## Your objective
Show, from the entries below, every line in which "Gira" appears.

## Supplied data
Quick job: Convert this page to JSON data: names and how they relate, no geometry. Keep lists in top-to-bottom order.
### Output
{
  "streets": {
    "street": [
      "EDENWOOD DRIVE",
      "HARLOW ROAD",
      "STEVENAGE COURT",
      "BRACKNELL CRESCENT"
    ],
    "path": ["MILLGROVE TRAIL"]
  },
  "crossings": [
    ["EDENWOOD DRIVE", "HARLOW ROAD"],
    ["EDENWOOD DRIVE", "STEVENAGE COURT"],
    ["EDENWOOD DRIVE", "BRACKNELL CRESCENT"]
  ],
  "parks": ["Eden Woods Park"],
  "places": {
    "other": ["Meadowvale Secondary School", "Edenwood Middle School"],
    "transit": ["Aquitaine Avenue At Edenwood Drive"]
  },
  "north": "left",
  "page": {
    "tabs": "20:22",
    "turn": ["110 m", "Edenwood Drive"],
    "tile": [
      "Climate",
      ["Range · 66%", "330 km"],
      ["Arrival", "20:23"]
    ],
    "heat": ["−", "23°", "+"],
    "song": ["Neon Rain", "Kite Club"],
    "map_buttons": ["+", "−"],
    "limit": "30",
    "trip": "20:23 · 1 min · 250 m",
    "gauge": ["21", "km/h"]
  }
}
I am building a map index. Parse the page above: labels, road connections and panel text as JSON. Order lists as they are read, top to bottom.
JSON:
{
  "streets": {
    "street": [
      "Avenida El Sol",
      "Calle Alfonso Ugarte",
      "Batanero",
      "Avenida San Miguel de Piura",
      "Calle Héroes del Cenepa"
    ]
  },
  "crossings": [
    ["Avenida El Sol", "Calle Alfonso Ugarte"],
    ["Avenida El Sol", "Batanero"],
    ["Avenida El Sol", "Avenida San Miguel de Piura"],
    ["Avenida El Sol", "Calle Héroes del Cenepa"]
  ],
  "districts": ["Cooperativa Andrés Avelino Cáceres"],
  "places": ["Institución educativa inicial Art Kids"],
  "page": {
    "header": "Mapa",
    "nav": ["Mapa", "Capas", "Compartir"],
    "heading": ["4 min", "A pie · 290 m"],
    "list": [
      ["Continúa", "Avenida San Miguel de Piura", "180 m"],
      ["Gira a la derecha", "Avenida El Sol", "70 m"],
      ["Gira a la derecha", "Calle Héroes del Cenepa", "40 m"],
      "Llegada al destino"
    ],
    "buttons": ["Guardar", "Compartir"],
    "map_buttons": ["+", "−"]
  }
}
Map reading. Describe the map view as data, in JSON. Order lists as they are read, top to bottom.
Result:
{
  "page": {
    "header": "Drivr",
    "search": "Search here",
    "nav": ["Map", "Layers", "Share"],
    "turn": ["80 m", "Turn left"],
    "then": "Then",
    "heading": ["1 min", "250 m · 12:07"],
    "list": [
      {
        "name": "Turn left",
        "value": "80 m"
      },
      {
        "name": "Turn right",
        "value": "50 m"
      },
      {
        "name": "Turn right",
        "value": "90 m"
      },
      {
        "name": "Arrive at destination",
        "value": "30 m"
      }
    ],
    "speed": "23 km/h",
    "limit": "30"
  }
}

## Task result
      ["Gira a la derecha", "Avenida El Sol", "70 m"],
      ["Gira a la derecha", "Calle Héroes del Cenepa", "40 m"],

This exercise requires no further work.